Here comes some relief for the Project Developers under REC Mechanism in India who were losing revenue due to lapsing of unsold RECs from their projects registered under the REC scheme especially Non-Solar RECs.
The CERC taking an encouraging move & have agreed to extend the validity of REC to 730 Days from the date of issuance which was earlier 365 days thereby extending RECs for a period of one more year which will take care of the interest of RE generators. Keeping in view the objective of promotion of energy through renewable sources CERC considered it necessary to extend the validity period of RECs in order to give opportunity and time to the RE generators to trade RECs at the Power Exchanges. This relaxation will be applicable on all RECs which have been issued or will be issued till the date amendment is notified by CERC.
Last month, a petition was filed by the National Load Dispatch Centre (NLDC) to the Central Electricity Regulatory Commission (CERC) regarding the REC validity extension. The Commission heard the matter on 15th January, 2013, and also received submissions from 15 stakeholders, in response to which the Commission has finally made the amendments.
While there is a strong demand for Solar RECs but the Non-Solar RECs have remained unsold for quite some time. Moreover while the solar RECs have been trading close to Rs. 12.5 but the Non-Solar REC continue to trade on the floor price due to limited demand and excessive supply. The lack of participation especially from the State Discoms, is often cited as a reason behind the slowdown trading of the Non-Solar RECs. Till now since November 2011, around 45,55,473 RECs have been issued, and 18,59,789 are still unsold !
Under its order the CERC stated that “….in exercise of our power under Regulation 16 of the REC Regulations, we relax the provisions of Regulation 10(1) of the said regulation and provide that the RECs issued on and after 1.11.2011 shall remain valid for a period of 730 days from the date of issuance.

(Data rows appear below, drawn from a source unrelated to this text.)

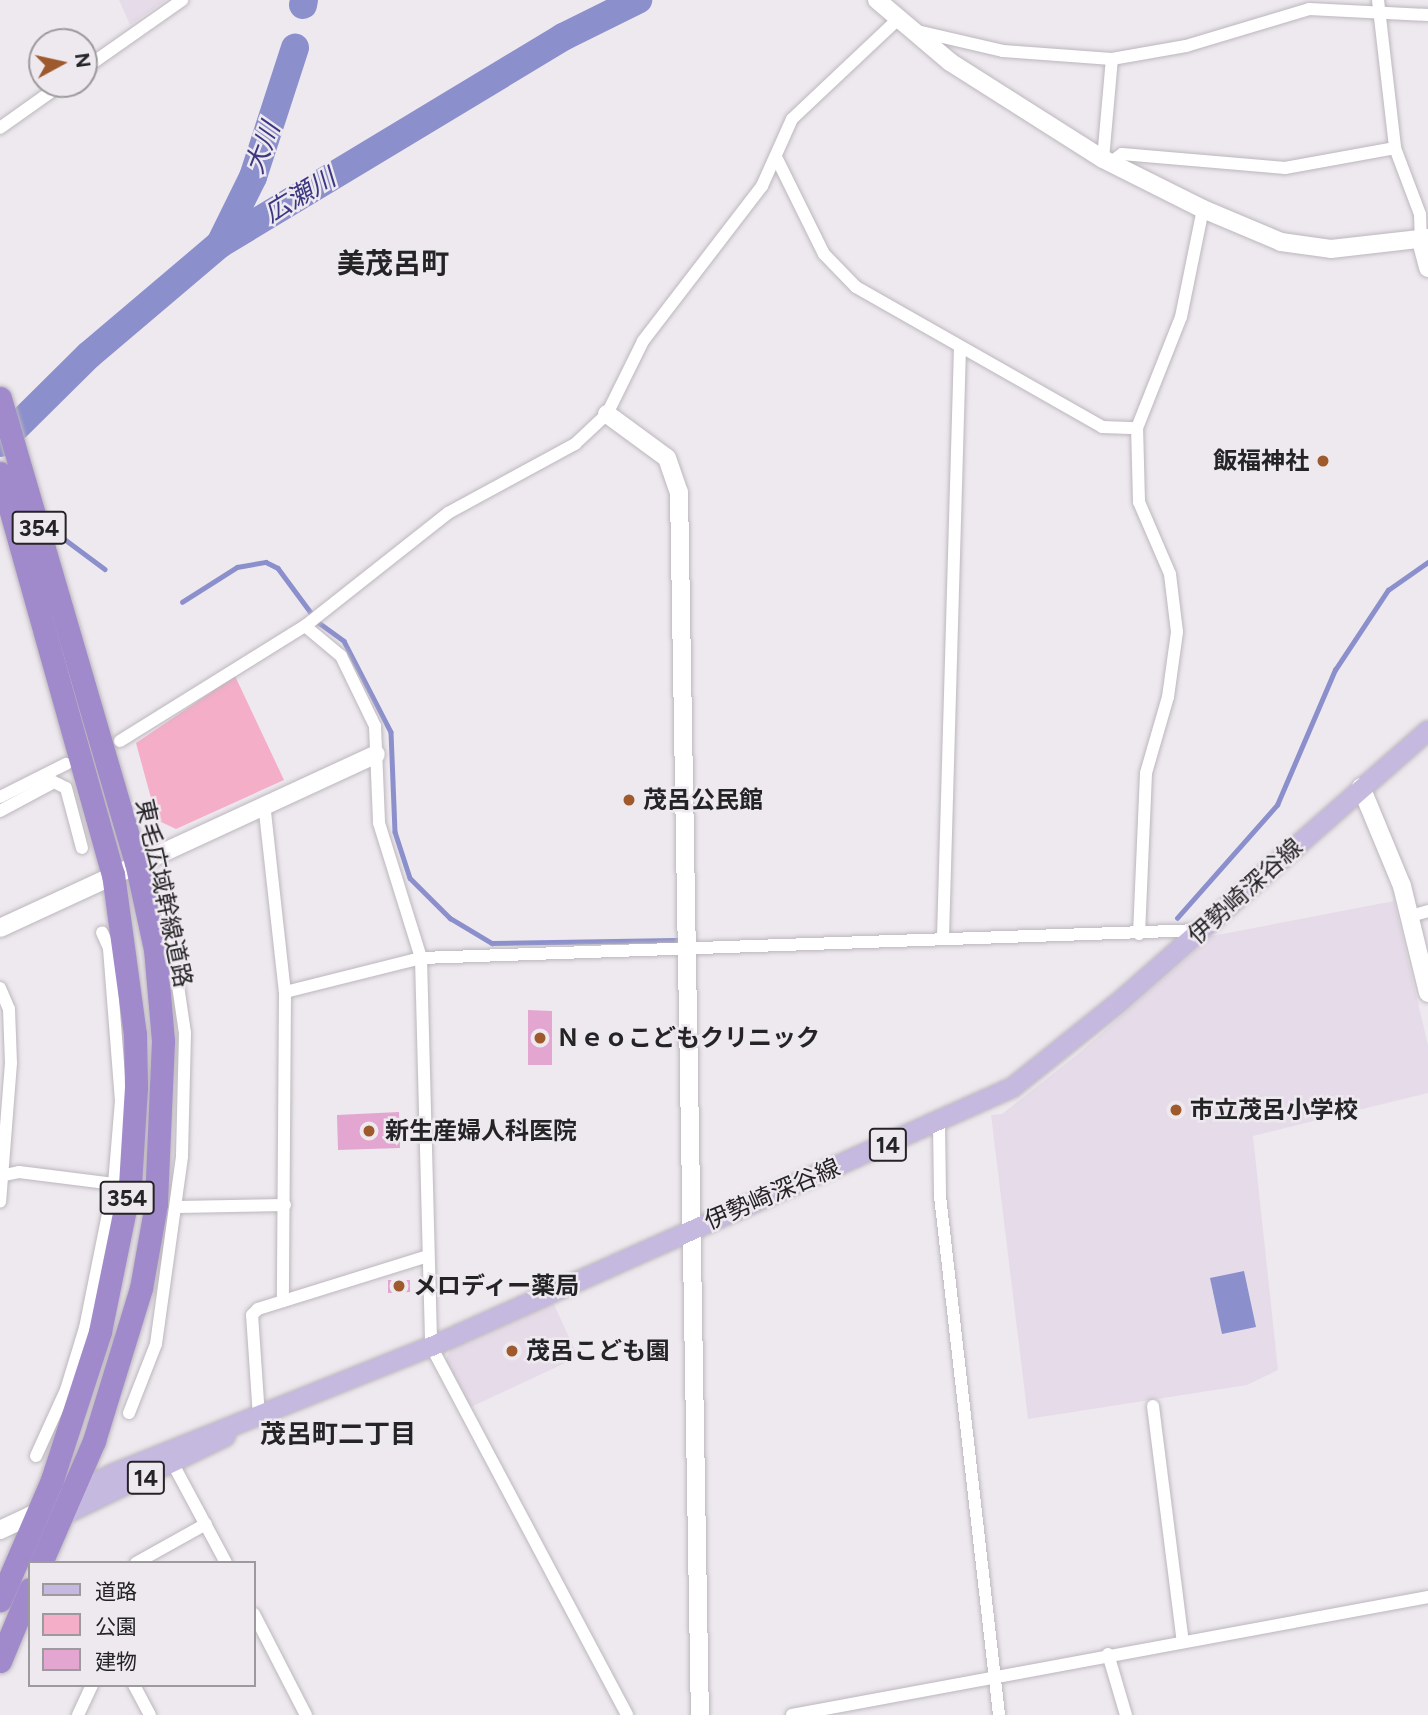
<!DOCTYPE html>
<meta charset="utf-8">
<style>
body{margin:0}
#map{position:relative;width:1428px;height:1715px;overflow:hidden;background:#eee9ef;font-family:Figtree,"Noto Sans JP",sans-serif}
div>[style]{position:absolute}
.built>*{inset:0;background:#e6dce9}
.green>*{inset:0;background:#f4aec8}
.water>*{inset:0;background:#8b8fcc}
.stream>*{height:4.5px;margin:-2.25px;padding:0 2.25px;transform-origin:2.25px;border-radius:2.25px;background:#8b8fcc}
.river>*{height:28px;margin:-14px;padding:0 14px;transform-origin:14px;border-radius:14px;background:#8b8fcc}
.building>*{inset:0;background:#e2a6d1}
.roads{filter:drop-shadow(0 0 2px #bcb7bd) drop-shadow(0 0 2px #bcb7bd)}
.street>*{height:12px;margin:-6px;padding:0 6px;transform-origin:6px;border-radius:6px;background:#fff}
.secondary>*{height:18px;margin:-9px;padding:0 9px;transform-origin:9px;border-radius:9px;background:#fff}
.primary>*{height:19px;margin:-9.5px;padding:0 9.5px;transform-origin:9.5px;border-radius:9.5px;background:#c6b9e0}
.highway>*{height:23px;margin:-11.5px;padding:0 11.5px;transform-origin:11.5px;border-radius:11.5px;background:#a08acb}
.dots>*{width:19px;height:19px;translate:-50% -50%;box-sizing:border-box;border:4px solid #eee9ef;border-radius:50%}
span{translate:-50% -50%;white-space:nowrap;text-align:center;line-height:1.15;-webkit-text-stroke:5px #eee9ef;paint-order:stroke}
.shield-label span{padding:2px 5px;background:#eee9ef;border:2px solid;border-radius:5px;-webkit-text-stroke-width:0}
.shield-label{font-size:23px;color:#242325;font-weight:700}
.poi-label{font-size:24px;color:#242325;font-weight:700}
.right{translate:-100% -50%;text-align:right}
.left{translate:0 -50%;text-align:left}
.street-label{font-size:24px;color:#242325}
.water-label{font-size:26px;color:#3b3881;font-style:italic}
.neighbourhood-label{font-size:26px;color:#242325;font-weight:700}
.quarter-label{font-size:28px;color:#242325;font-weight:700}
.legend{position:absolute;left:28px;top:1561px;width:228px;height:126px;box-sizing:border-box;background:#eee9ef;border:2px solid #9d9a9e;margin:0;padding:9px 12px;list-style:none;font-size:21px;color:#242325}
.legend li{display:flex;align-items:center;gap:14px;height:35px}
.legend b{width:35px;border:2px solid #9d9a9e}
.north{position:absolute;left:28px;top:28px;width:70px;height:70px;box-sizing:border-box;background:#eee9ef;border:2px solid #9d9a9e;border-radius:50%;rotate:82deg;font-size:19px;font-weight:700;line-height:28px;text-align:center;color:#242325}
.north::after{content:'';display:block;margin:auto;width:24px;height:32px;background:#9e592d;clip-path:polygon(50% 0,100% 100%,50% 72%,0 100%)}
</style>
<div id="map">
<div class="built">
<div style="clip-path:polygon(119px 0,166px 0,130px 25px)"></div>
<div style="clip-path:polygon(1394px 901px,1428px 1045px,1428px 1093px,1253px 1136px,1278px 1370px,1247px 1385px,1028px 1419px,991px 1115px,1002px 1114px,1078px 1054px,1212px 936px)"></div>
<div style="clip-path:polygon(551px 1298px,578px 1357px,469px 1408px,445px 1363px,452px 1344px)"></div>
</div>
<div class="green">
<div style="clip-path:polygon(235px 676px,284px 780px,176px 829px,157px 820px,136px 743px)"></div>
</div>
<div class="water">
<div style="clip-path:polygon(1244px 1271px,1256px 1327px,1222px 1334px,1210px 1278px)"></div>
</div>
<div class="stream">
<div style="left:47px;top:526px;width:72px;rotate:36.6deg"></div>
<div style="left:182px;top:602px;width:65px;rotate:-32.5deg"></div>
<div style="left:237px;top:567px;width:29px;rotate:-10deg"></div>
<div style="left:266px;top:562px;width:13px;rotate:27deg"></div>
<div style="left:278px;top:568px;width:67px;rotate:53.5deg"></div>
<div style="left:318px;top:622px;width:32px;rotate:36deg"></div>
<div style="left:344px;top:641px;width:102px;rotate:62.7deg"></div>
<div style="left:391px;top:732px;width:100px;rotate:87.7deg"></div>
<div style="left:395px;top:832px;width:48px;rotate:71.9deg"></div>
<div style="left:410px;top:878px;width:57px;rotate:45deg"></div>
<div style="left:450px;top:918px;width:49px;rotate:30.8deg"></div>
<div style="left:492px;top:943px;width:185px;rotate:-0.9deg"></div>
<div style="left:1177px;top:918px;width:151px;rotate:-48.5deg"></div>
<div style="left:1277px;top:805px;width:147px;rotate:-66.8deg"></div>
<div style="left:1335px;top:670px;width:96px;rotate:-56.5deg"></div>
<div style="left:1388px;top:590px;width:49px;rotate:-35deg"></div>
</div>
<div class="river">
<div style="left:303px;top:5px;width:5px;rotate:-79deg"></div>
<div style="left:220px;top:244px;width:75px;rotate:-63.8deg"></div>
<div style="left:253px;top:177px;width:136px;rotate:-72deg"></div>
<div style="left:0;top:443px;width:125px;rotate:-44.7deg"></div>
<div style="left:89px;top:355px;width:172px;rotate:-40.3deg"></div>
<div style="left:220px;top:244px;width:401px;rotate:-31.1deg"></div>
<div style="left:563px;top:37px;width:84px;rotate:-26.3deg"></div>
</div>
<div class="building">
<div style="clip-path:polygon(528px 1010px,552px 1011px,552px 1065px,528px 1065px)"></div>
<div style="clip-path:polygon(399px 1112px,400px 1148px,338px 1150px,337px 1115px)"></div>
<div style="clip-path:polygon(388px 1280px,410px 1280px,410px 1292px,388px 1293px)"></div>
</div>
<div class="roads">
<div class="street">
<div style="left:1378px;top:0;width:149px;rotate:83.4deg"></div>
<div style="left:1395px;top:148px;width:71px;rotate:69.3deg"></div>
<div style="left:1420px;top:214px;width:27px;rotate:88deg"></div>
<div style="left:917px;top:31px;width:88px;rotate:13.1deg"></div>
<div style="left:1003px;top:51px;width:109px;rotate:4.2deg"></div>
<div style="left:1112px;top:59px;width:75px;rotate:-10deg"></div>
<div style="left:1186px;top:46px;width:128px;rotate:-16.7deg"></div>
<div style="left:1309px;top:9px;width:119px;rotate:2.9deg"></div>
<div style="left:84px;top:69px;width:120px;rotate:-35.1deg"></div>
<div style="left:0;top:128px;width:76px;rotate:-35.4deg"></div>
<div style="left:777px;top:159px;width:106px;rotate:63.7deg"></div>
<div style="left:824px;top:254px;width:46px;rotate:45.9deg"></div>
<div style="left:856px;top:287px;width:283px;rotate:29.6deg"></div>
<div style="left:1102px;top:427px;width:35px;rotate:2deg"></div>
<div style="left:1103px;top:159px;width:100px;rotate:-84.9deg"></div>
<div style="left:1110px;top:163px;width:15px;rotate:-37deg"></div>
<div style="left:1122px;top:154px;width:164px;rotate:4.9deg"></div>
<div style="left:1285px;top:168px;width:112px;rotate:-10.3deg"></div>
<div style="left:305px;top:626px;width:47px;rotate:39.8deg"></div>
<div style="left:341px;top:656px;width:78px;rotate:64.1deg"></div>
<div style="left:375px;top:726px;width:97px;rotate:87.6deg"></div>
<div style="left:379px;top:823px;width:141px;rotate:72.7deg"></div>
<div style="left:421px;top:958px;width:388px;rotate:88.5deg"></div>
<div style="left:431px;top:1346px;width:418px;rotate:62deg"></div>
<div style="left:120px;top:741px;width:218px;rotate:-31.9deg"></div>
<div style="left:305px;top:626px;width:182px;rotate:-38.3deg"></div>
<div style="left:448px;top:513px;width:145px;rotate:-28.5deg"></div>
<div style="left:575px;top:444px;width:44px;rotate:-43.2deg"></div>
<div style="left:607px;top:414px;width:81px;rotate:-63.7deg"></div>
<div style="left:643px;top:341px;width:195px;rotate:-52.5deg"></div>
<div style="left:762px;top:186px;width:73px;rotate:-65.9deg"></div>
<div style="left:792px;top:119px;width:146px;rotate:-43.3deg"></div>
<div style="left:0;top:797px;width:74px;rotate:-26.6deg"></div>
<div style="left:264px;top:803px;width:190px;rotate:83.7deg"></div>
<div style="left:285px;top:992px;width:309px;rotate:90.4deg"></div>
<div style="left:0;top:811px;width:61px;rotate:-28.2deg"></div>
<div style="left:54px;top:782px;width:13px;rotate:27deg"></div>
<div style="left:66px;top:788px;width:62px;rotate:75.1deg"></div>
<div style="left:1411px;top:916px;width:18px;rotate:-16deg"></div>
<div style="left:1139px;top:934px;width:161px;rotate:-87.5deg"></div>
<div style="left:1146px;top:773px;width:79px;rotate:-73.9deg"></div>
<div style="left:1168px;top:697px;width:66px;rotate:-82.1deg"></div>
<div style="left:1177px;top:632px;width:58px;rotate:-96.9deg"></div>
<div style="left:1170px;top:574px;width:78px;rotate:-113.3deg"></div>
<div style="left:1139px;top:502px;width:74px;rotate:-91.5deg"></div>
<div style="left:1137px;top:428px;width:119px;rotate:-68.4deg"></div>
<div style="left:1181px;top:317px;width:110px;rotate:-78.5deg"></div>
<div style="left:943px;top:937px;width:589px;rotate:-88.35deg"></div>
<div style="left:0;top:988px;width:23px;rotate:67deg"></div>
<div style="left:9px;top:1009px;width:54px;rotate:87.9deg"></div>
<div style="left:11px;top:1063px;width:139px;rotate:94.5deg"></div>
<div style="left:285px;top:992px;width:140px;rotate:-14deg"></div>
<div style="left:421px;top:958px;width:780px;rotate:-2.06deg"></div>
<div style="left:939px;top:1123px;width:73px;rotate:89.2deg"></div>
<div style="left:940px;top:1196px;width:522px;rotate:83.51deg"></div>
<div style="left:0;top:1176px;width:19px;rotate:-12deg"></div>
<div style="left:19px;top:1172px;width:96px;rotate:7.2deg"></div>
<div style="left:178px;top:1207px;width:107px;rotate:-1.1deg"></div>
<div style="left:1153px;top:1406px;width:238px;rotate:82.8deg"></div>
<div style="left:129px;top:1413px;width:74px;rotate:-68.6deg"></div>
<div style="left:156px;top:1344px;width:190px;rotate:-82.1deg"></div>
<div style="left:182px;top:1156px;width:123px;rotate:-88.6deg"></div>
<div style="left:185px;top:1033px;width:129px;rotate:-98.4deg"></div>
<div style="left:259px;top:1417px;width:102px;rotate:-93.9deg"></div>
<div style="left:252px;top:1315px;width:8px;rotate:-45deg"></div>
<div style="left:258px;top:1309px;width:178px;rotate:-17.3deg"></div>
<div style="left:36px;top:1456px;width:72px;rotate:-65.6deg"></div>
<div style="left:66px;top:1390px;width:65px;rotate:-73deg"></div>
<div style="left:85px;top:1328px;width:147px;rotate:-78.6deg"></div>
<div style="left:114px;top:1184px;width:83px;rotate:-85.2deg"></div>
<div style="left:121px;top:1101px;width:153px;rotate:-94.5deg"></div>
<div style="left:109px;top:948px;width:17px;rotate:-114deg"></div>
<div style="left:173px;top:1464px;width:112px;rotate:61.8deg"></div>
<div style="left:136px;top:1563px;width:80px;rotate:-29.1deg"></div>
<div style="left:254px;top:1614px;width:114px;rotate:62.8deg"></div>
<div style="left:1108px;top:1654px;width:64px;rotate:73.6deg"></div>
<div style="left:134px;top:1685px;width:34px;rotate:62deg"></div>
<div style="left:78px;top:1715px;width:33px;rotate:-65deg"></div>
<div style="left:792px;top:1715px;width:647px;rotate:-10.51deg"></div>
</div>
<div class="secondary">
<div style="left:877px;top:0;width:96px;rotate:40.3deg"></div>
<div style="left:950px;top:62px;width:181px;rotate:32.4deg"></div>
<div style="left:1103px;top:159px;width:112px;rotate:26.6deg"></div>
<div style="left:1203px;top:209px;width:85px;rotate:22.9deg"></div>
<div style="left:1281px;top:242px;width:50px;rotate:8deg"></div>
<div style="left:1331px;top:249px;width:98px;rotate:-6.5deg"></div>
<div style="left:1421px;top:241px;width:28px;rotate:75deg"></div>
<div style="left:607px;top:414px;width:74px;rotate:36.3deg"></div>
<div style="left:667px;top:458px;width:36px;rotate:71deg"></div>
<div style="left:679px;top:492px;width:1223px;rotate:89.02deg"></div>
<div style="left:1361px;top:787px;width:107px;rotate:67.5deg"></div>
<div style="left:1402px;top:886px;width:110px;rotate:76.3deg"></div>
<div style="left:0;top:928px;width:414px;rotate:-24.8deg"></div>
<div style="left:0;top:1530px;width:42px;rotate:-25.3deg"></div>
</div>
<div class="primary">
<div style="left:38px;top:1512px;width:85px;rotate:-27.5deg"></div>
<div style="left:113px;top:1473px;width:342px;rotate:-21.8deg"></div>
<div style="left:431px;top:1346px;width:636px;rotate:-24.03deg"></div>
<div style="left:1012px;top:1087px;width:136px;rotate:-38.7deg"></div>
<div style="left:1118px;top:1002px;width:412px;rotate:-41.3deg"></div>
<div style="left:54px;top:1519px;width:190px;rotate:-25.9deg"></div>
</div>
<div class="highway">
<div style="left:0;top:398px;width:484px;rotate:73.7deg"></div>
<div style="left:136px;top:862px;width:89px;rotate:77.7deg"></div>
<div style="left:155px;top:949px;width:92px;rotate:85deg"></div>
<div style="left:163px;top:1041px;width:163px;rotate:92.5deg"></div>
<div style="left:156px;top:1204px;width:85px;rotate:100.1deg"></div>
<div style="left:141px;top:1288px;width:160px;rotate:107.1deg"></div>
<div style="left:94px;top:1441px;width:133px;rotate:113.5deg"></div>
<div style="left:0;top:473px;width:417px;rotate:74.3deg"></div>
<div style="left:113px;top:874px;width:162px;rotate:82.2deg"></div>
<div style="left:135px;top:1034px;width:53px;rotate:88.9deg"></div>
<div style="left:136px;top:1087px;width:97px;rotate:93.5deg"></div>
<div style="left:130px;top:1184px;width:151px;rotate:101.5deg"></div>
<div style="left:100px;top:1332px;width:156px;rotate:108deg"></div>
<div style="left:52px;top:1480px;width:131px;rotate:113.4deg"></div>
<div style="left:0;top:1661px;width:78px;rotate:-67.4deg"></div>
</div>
</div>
<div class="dots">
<div style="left:1323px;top:461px;background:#9e592d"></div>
<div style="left:629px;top:800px;background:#9e592d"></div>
<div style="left:540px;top:1038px;background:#9e592d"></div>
<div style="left:1176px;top:1110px;background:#9e592d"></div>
<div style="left:369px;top:1131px;background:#9e592d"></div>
<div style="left:399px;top:1286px;background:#9e592d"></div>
<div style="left:512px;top:1351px;background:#9e592d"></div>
</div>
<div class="shield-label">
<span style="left:39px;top:528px">354</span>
<span style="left:888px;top:1145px">14</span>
<span style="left:127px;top:1198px">354</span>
<span style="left:146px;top:1478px">14</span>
</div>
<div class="poi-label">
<span class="right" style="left:1309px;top:461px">飯福神社</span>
<span class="left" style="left:643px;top:800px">茂呂公民館</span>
<span class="left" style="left:556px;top:1038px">Ｎｅｏこどもクリニック</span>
<span class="left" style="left:1190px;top:1110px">市立茂呂小学校</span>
<span class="left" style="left:385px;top:1131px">新生産婦人科医院</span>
<span class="left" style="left:413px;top:1286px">メロディー薬局</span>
<span class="left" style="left:526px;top:1351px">茂呂こども園</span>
</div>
<div class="street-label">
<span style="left:1245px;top:891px;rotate:-42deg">伊勢崎深谷線</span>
<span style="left:164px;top:893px;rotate:78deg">東毛広域幹線道路</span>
<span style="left:772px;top:1194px;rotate:-23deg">伊勢崎深谷線</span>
</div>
<div class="water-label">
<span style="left:263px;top:148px;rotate:-69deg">大川</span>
<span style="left:300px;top:196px;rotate:-31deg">広瀬川</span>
</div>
<div class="neighbourhood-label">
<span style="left:338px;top:1435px">茂呂町二丁目</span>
</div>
<div class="quarter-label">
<span style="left:393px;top:263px">美茂呂町</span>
</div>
<ul class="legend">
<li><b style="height:9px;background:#c6b9e0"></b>道路</li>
<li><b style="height:19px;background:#f4aec8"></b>公園</li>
<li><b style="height:19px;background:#e2a6d1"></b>建物</li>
</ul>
<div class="north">N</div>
</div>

The relaxed period of validity shall be applicable to the RECs which have been issued or shall be issued till the date amendment to Regulation 10(1) of the REC Regulations is notified by this Commission. The Central Agency is directed to modify/adjust the period of validity of the RECs in terms of our directions ….”
Since the responsibility of setting RPO targets and enforcing & implementation lies with the State Electricity Regulatory Commissions (SERCs), the commission stated that SERCs would have to strictly monitor RPO compliance made by the obligated entities and enforce compliance as per their REC Regulations in order to make the REC programme successful.